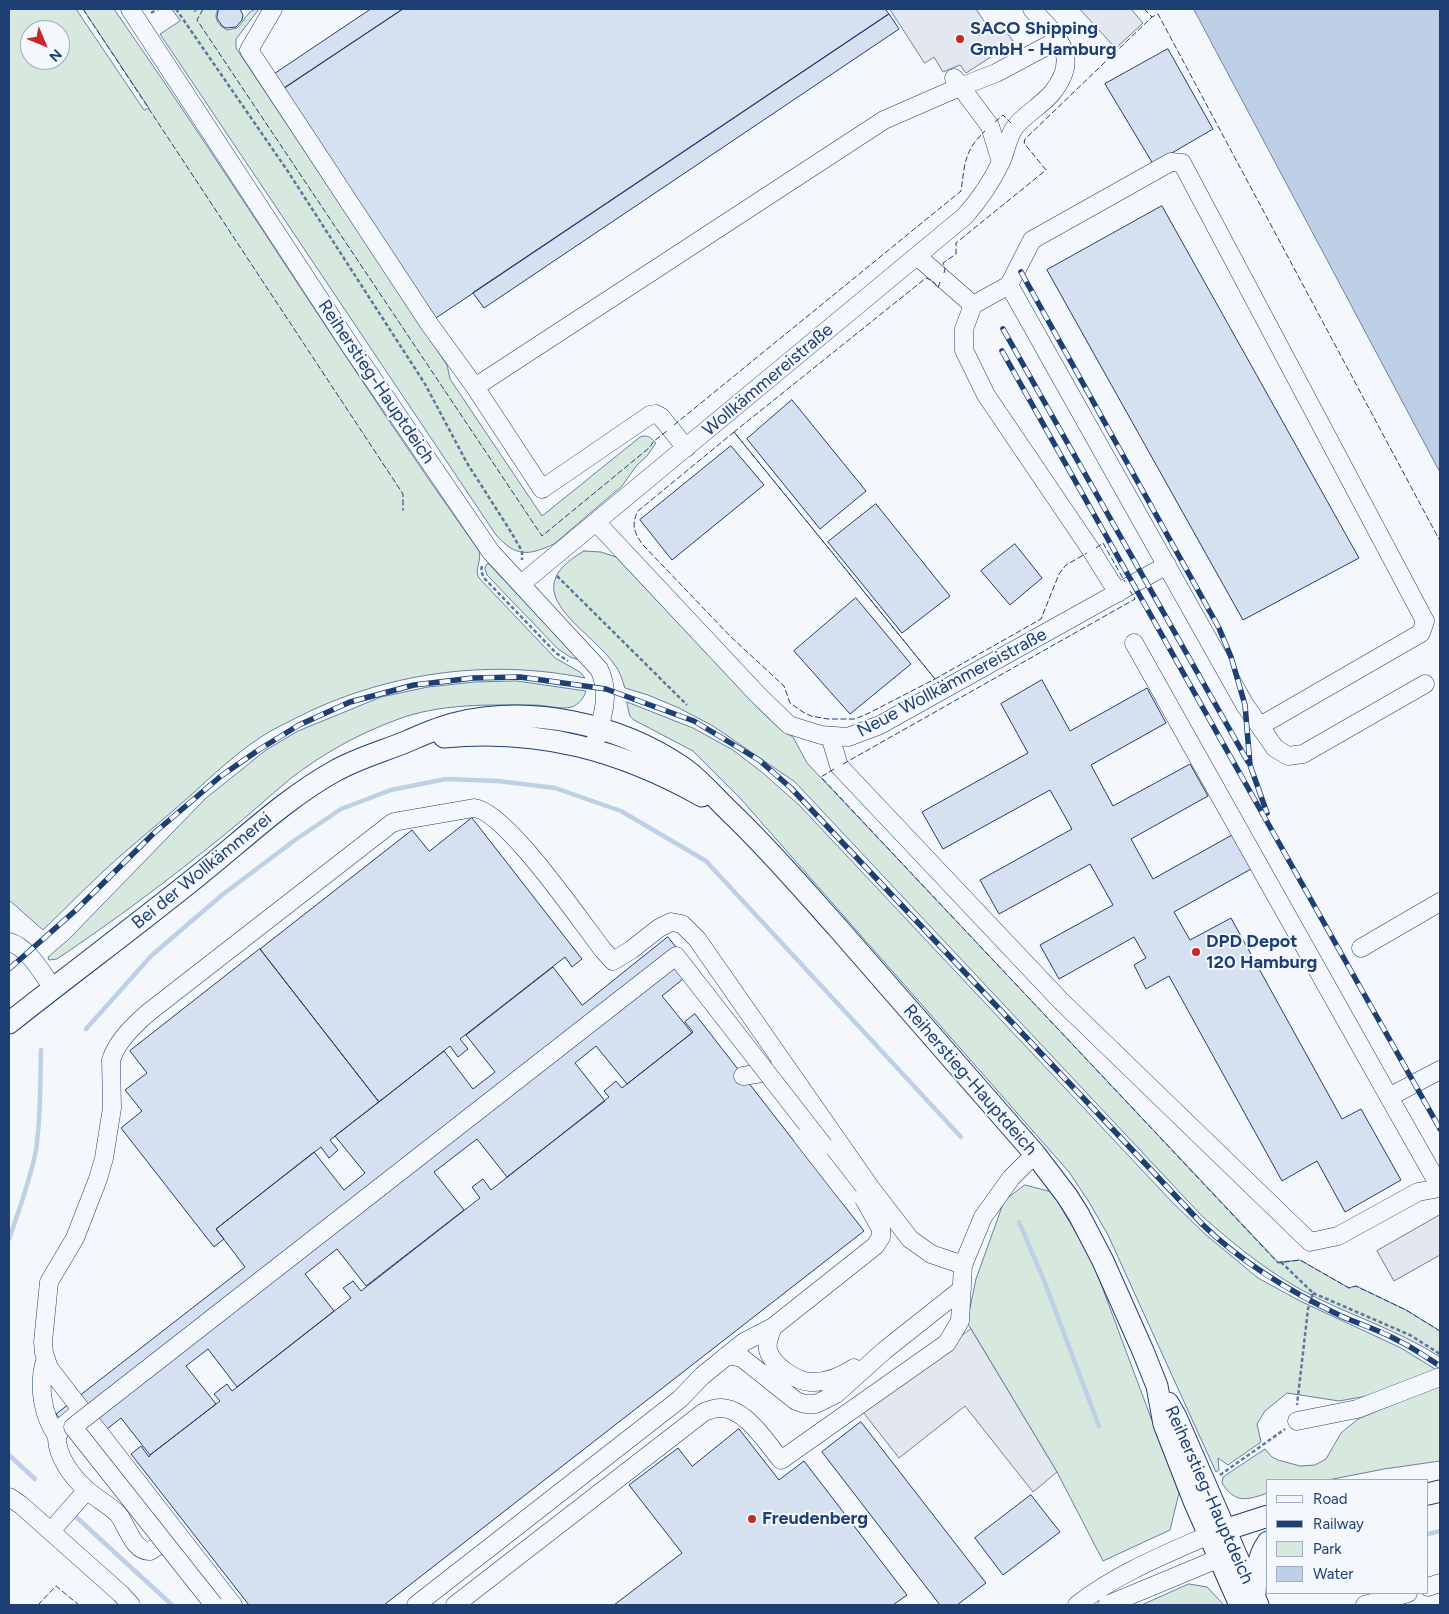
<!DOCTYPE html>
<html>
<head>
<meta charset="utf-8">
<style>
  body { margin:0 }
  #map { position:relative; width:1449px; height:1614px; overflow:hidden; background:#f4f7fb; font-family:Figtree,sans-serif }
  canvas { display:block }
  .frame { position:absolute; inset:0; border:10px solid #1d3f73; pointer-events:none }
  .legend { position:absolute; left:1266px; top:1479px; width:162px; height:115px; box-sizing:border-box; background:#f4f7fb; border:1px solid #9eadc5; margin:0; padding:6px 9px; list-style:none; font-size:15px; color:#1d3f73 }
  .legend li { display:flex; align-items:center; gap:10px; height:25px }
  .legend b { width:25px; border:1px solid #9eadc5 }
  .north { position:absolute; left:20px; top:20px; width:50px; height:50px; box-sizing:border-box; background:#f4f7fb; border:1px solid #9eadc5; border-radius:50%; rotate:135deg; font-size:14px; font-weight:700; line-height:20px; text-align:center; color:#1d3f73 }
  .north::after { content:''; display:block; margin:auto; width:18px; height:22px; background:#c62828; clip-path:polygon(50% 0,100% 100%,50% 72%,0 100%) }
</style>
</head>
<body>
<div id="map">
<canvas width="1449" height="1614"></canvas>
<div class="frame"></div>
<ul class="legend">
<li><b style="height:6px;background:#f4f7fb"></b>Road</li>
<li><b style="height:6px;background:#1d3f73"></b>Railway</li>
<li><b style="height:14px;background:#d7e8df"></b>Park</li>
<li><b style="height:14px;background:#bed0e5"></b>Water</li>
</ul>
<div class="north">N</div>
</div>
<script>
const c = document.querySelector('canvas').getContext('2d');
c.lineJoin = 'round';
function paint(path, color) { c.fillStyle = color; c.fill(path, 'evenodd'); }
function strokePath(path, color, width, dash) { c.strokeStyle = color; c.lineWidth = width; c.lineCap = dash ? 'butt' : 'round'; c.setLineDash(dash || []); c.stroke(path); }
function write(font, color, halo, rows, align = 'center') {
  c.font = font + ' Figtree,sans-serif'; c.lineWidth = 4; c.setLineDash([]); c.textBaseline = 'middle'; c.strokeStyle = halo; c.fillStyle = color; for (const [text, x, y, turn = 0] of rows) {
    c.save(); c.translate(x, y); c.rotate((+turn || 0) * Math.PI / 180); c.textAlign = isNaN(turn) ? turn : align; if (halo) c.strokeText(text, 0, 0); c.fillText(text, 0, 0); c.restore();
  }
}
const green = new Path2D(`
  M 9,9 L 76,9 L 144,110 L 149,108 L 83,9 L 114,9 C 238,187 352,373 479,551 C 482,561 474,569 479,578 L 555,658 L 580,672 L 585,678 C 487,658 383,673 294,719 C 283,725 271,730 261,737 C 229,758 203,785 174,810 C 156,826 137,841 119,857 C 93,880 68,906 43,930 L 9,900 ZM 30,30 L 60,30 L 60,60 L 30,60 Z
  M 172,9 L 196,9 L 194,12 L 198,9 L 218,9 C 213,18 218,25 227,30 L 237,28 C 245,21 247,9 259,9 L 236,39 L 236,48 L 447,365 L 450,379 L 542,516 L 640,437 C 648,434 651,438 656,443 L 647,456 L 637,465 L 622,486 L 554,544 C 528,556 516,557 496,535 L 160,34 L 180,21 Z
  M 584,551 L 601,552 L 616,557 L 762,712 L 781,730 L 793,737 L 807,763 L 1278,1262 L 1300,1260 L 1349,1288 L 1356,1286 L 1406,1310 L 1440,1331 L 1440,1357 C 1401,1332 1358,1318 1317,1298 C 1274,1277 1237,1247 1202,1216 L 795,782 L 713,726 L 679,708 L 648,695 L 625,688 C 622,680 620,671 614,664 C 587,626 512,592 584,551 Z
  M 487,564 L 489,564 L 579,660 L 570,657 L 558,649 L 487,575 L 485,569 Z
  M 517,681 L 586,691 C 584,698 579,704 572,707 C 560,710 546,705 534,705 C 488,705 440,703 396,720 C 358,734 322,754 290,779 C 268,797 247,817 224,835 C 170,879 115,920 57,959 L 49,960 L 48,957 L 69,939 L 206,798 L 266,750 L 298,731 L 381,697 L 428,687 L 474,682 Z
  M 627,702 L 693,728 L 733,750 L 763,773 L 800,806 L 1173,1203 L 1205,1234 L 1258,1278 L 1300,1301 L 1401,1348 L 1440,1372 L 1400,1390 L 1339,1401 L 1287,1393 L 1265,1411 L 1257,1424 L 1261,1442 L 1228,1465 L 1218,1458 L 1219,1470 L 1216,1472 L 1108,1235 L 1089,1202 L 1069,1172 L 740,798 L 693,751 L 634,720 L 630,716 Z
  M 1025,1185 L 1052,1192 L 1092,1260 L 1179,1493 L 1170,1530 L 1103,1561 L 1057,1472 L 967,1322 L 976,1279 L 1004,1201 Z
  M 1440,1381 L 1440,1461 L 1384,1469 L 1328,1480 L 1268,1480 L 1268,1493 C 1247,1500 1235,1504 1222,1483 L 1223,1477 L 1265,1449 L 1272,1457 L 1278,1460 L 1300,1466 L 1315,1465 L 1326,1459 L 1341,1433 L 1358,1419 L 1392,1405 Z
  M 1189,1584 L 1207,1587 L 1224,1605 L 1142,1605 Z`);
paint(green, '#d7e8df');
strokePath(green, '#687fa3', 1);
const parking = new Path2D(`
  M 890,9 L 976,9 L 988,27 L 979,34 L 980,36 L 999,23 L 1014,42 L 966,73 L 960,65 L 943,72 L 934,57 L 925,63 Z
  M 1080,9 L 1131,9 L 1143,23 L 1116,48 Z
  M 1440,1215 L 1440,1255 L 1394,1281 L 1377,1251 Z
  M 971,1329 L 1057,1472 L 1033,1492 L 965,1406 L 899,1458 L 863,1412 Z`);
paint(parking, '#e3e8f0');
strokePath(parking, '#687fa3', 1);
const water = new Path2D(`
  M 1194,9 L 1440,9 L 1440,472 Z`);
paint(water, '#bed0e5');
strokePath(water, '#687fa3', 1);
strokePath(new Path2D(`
  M 86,1029 L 152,955 L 222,895 L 295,840 L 341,809 L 391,790 L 446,779 L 498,781 L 555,788 L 621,811 L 706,861 L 961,1137
  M 1019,1222 L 1043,1278 L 1099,1426
  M 9,1239 C 19,1210 30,1181 36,1150 C 41,1117 40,1083 41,1050
  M 9,1455 L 35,1479
  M 74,1515 L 172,1605
  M 1428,1534 L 1440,1531`), '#bed0e5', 4.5);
const building = new Path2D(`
  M 219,9 L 240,9 L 243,15 L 242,20 L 236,27 L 226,28 L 222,26 L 217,18 Z
  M 371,9 L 403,9 L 283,89 L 273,75 Z
  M 403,9 L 885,9 L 889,14 L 436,318 L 283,89 Z
  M 889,14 L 899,29 L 484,308 L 473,293 Z
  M 1168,49 L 1213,129 L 1153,164 L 1105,84 Z
  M 1162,206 L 1359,558 L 1243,620 L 1047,270 Z
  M 792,400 L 866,491 L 820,529 L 747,439 Z
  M 731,446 L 764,485 L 672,560 L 640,520 Z
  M 876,504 L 950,596 L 902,633 L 828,542 Z
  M 1015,544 L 1042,578 L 1010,605 L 981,571 Z
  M 856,598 L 911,664 L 850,714 L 794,651 Z
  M 1042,680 L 1070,731 L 1147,688 L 1166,723 L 1091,765 L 1113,806 L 1190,764 L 1208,796 L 1131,839 L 1153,879 L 1232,835 L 1251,869 L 1174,912 L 1190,940 L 1231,918 L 1342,1119 L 1361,1109 L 1401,1180 L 1345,1212 L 1317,1161 L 1282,1181 L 1169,976 L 1146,989 L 1134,965 L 1146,958 L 1134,937 L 1059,979 L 1040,945 L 1113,905 L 1090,864 L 999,914 L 980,880 L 1072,829 L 1050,790 L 943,849 L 922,812 L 1028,753 L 1001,704 Z
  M 472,818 L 582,959 L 572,967 L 565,957 L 460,1039 L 468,1049 L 458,1057 L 450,1046 L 379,1102 L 260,949 L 412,830 L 429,851 Z
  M 668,937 L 694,970 L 662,996 L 692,1033 L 627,1084 L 596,1046 L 575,1063 L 605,1101 L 507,1177 L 477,1139 L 434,1172 L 464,1210 L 366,1286 L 337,1249 L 305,1274 L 334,1311 L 237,1387 L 208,1349 L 186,1366 L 216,1404 L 150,1455 L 121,1418 L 83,1448 L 56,1414 L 245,1267 L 216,1229 L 314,1152 L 344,1190 L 365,1173 L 335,1136 L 444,1051 L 473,1089 L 495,1072 L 466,1035 L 553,967 L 582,1005 Z
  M 260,949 L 379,1102 L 330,1140 L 338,1150 L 329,1158 L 321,1147 L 216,1229 L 224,1239 L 214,1247 L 121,1128 L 142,1111 L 125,1090 L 147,1073 L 130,1051 Z
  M 695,1014 L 864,1231 L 384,1605 L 249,1605 L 131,1454 L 141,1446 L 149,1457 L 150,1455 L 220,1401 L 214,1394 L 227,1384 L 232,1391 L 351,1298 L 343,1288 L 353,1281 L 361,1291 L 480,1198 L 472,1187 L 483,1179 L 491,1190 L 609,1097 L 604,1091 L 616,1081 L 622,1088 L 693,1032 L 685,1022 Z
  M 861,1422 L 986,1583 L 957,1605 L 940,1605 L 822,1452 Z
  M 739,1429 L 779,1480 L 804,1461 L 907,1595 L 893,1605 L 614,1605 L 682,1553 L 629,1485 L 678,1448 L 692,1466 Z
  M 1031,1495 L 1060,1532 L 1003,1575 L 975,1538 Z`);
paint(building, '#d5e0f0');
strokePath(building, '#1d3f73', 1);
const minor = new Path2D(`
  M 130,9 L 351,347 L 491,552 L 599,669 C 612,695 601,722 593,749
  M 273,9 L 249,50 L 430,325 L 475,387 L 884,120 L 955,89 L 996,73 L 1058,40
  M 954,78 L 990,126 L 1001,162
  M 917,256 L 973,305 L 1009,285 L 1032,240 L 1171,162 L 1182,163 L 1425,621 L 1421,633 L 1260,726
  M 1009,285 L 1245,705 L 1275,748 L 1288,756 L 1303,754 L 1425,684
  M 973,305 L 964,329 L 964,350 L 986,395 L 1091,550 L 1118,593
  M 475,387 L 542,489 L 650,415 L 656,414 L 661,417 L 686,448
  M 596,522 L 758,695 L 789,725 L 821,735 L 848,737 L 880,725 L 1167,565
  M 521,584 L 965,216 C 980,199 991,183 1001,162 C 1006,151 1008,136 1015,127 C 1025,114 1041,106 1052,93 C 1082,56 1057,37 1032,9
  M 1134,643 L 1389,1097
  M 830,736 L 839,766 L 1060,1000 L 1310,1242 L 1338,1236 L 1418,1192 L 1440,1188
  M 9,942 C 28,947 42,973 53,988
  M 1361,948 L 1440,902
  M 1440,1070 L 1389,1097 L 1440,1187
  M 743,1076 L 780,1070
  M 773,1327 C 770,1335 765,1344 769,1353 C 774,1366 796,1381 810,1382 C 826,1383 840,1377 854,1368
  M 725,1357 L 733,1356 L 742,1358 L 796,1401 L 805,1404 L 816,1404 L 836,1394 L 885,1350 L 962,1289
  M 45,1361 C 38,1385 42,1415 57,1436
  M 81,1411 L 64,1425 L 57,1436 C 56,1456 73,1478 87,1490 C 97,1499 109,1505 118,1514 C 127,1525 133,1552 150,1551 C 160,1546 165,1536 166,1525
  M 1297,1421 L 1357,1409 L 1440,1377
  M 9,1497 L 21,1505 L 121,1594 L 131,1605
  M 51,1531 L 87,1490
  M 1428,1587 L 1440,1583
  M 233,1605 L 49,1368 L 44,1353 L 43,1342 L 49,1282 L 75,1238 L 98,1179 L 104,1158 L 112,1108 L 111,1060 C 117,1041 134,1025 149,1012 L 392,823 L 399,821 L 474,808 C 506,811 581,922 603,950 L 613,961 L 631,950 L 659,928 L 671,922 L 682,924 L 697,939 L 870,1187 L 910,1239 L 931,1254 L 963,1265
  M 416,1605 L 680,1399 L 702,1376 L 744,1342 L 773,1327 L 875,1246 L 881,1237 L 881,1229 L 859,1190 L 824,1146
  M 455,1605 L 704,1412 C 708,1411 714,1408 719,1408 C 745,1407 766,1442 781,1460 L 947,1343 L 960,1321 L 963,1265 L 983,1217 L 1011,1178 L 1035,1154
  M 1077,1605 C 1116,1574 1164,1555 1209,1535
  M 1107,1605 L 1220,1558
  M 1365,1605 L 1408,1593`);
const major = new Path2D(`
  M 444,737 C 539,728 620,750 702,796
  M 9,1023 C 72,973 137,925 200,874 C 244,839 286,798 335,771 C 358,758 384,751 408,741 C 424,734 439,727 457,723 C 532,705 618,724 682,767 C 701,780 714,797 730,812 C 768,848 802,888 837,927 C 903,1003 969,1079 1035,1154 L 1067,1196 L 1079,1215 L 1103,1261 L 1143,1351 L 1157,1386 L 1164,1424 L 1194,1501 L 1240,1605
  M 1168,1403 L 1176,1417 L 1258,1605
  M 1428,1494 L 1440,1491
  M 1212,1534 L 1268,1516
  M 1255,1594 C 1256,1576 1257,1557 1268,1542`);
strokePath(minor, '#1d3f73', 19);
strokePath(major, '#1d3f73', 23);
strokePath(new Path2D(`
  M 176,9 L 287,170 L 425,384 L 467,463 L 511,532 L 522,551 L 522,560
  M 151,13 L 158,9
  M 482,566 L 481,571 L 484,578 L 556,653 L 568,661
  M 557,576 L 687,705
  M 1281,1262 L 1313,1293 L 1308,1309 L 1297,1405
  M 1313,1293 L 1410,1335 L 1440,1354
  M 1220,1475 L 1285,1429`), '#5e769c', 2.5, [4, 2.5]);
strokePath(minor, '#f4f7fb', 18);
strokePath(major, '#f4f7fb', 21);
const rail = new Path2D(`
  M 1021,272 L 1219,628 L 1231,657 L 1245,705 L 1250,765 L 1267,813
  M 1003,329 L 1248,762
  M 1002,351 L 1440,1129
  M 9,969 L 76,910 L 153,834 L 221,776 L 260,749 L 299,725 L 350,702 L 414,685 L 473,678 L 520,677 L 606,689 L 694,721 L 759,760 L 791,788 L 1203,1225 C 1243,1264 1291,1292 1341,1316 C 1359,1324 1379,1330 1397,1340 C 1412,1347 1426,1357 1440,1366`);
strokePath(rail, '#1d3f73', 5.5);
strokePath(rail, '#f4f7fb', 4, [11]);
const minorBridge = new Path2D(`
  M 803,1138 L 849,1197
  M 214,1605 L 73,1427 L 676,956 L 824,1146`);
strokePath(minorBridge, '#1d3f73', 19, []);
strokePath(minorBridge, '#f4f7fb', 18);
strokePath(new Path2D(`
  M 83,9 L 403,494 L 403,511
  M 203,9 L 197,20 L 542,536 L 649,448 L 654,441 L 667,431
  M 1144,9 L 1152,17
  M 995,122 L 1003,115 L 1011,123
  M 944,273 L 945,269 L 943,263 L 956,254 L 956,243 L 1046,170 L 1024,143 L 1025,139 L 1152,17 L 1158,14 L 1440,541
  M 940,282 L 938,288 L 933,281 L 926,278 L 734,432 L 935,679 L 1041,619 L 1059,574 L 1066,565 L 1087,553
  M 674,425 L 961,191 C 965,163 964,151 985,131
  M 734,432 L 935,679 L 869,713 L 855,719 L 828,719 L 811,716 L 803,712 L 790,703 L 784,686 L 731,637 L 643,545 C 634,533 631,524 638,511 Z
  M 1096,548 L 1103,543 L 1125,582
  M 843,764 L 1135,599 L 1130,591
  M 834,769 L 821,777 L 1278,1263 L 1300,1260 L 1349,1288 L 1356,1286 L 1406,1310 L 1440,1331
  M 38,1605 L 56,1586 L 79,1605`), '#1d3f73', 1, [6, 2.5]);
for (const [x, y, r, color] of [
  [960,39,5,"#c62828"],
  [1196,952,5,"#c62828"],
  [752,1519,5,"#c62828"]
]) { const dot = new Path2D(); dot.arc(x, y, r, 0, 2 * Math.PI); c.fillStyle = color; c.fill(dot); strokePath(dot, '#f4f7fb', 2); }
write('bold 18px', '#1d3f73', '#f4f7fb', [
  ["SACO Shipping",970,29],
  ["GmbH - Hamburg",970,50],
  ["DPD Depot",1206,942],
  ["120 Hamburg",1206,963],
  ["Freudenberg",762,1519]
], 'left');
write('18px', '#1d3f73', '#f4f7fb', [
  ["Wollkämmereistraße",768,380,-40],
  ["Reiherstieg-Hauptdeich",376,382,56],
  ["Neue Wollkämmereistraße",952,683,-28],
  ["Bei der Wollkämmerei",202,871,-39],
  ["Reiherstieg-Hauptdeich",970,1080,49],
  ["Reiherstieg-Hauptdeich",1209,1495,66]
]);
</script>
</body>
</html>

* * * * *

▸ YOUR ASSIGNMENT:
Pick out and copy the lines of the entries that hold the string "strokeStyle".

▸ ANSWER SECTION:
function strokePath(path, color, width, dash) { c.strokeStyle = color; c.lineWidth = width; c.lineCap = dash ? 'butt' : 'round'; c.setLineDash(dash || []); c.stroke(path); }
  c.font = font + ' Figtree,sans-serif'; c.lineWidth = 4; c.setLineDash([]); c.textBaseline = 'middle'; c.strokeStyle = halo; c.fillStyle = color; for (const [text, x, y, turn = 0] of rows) {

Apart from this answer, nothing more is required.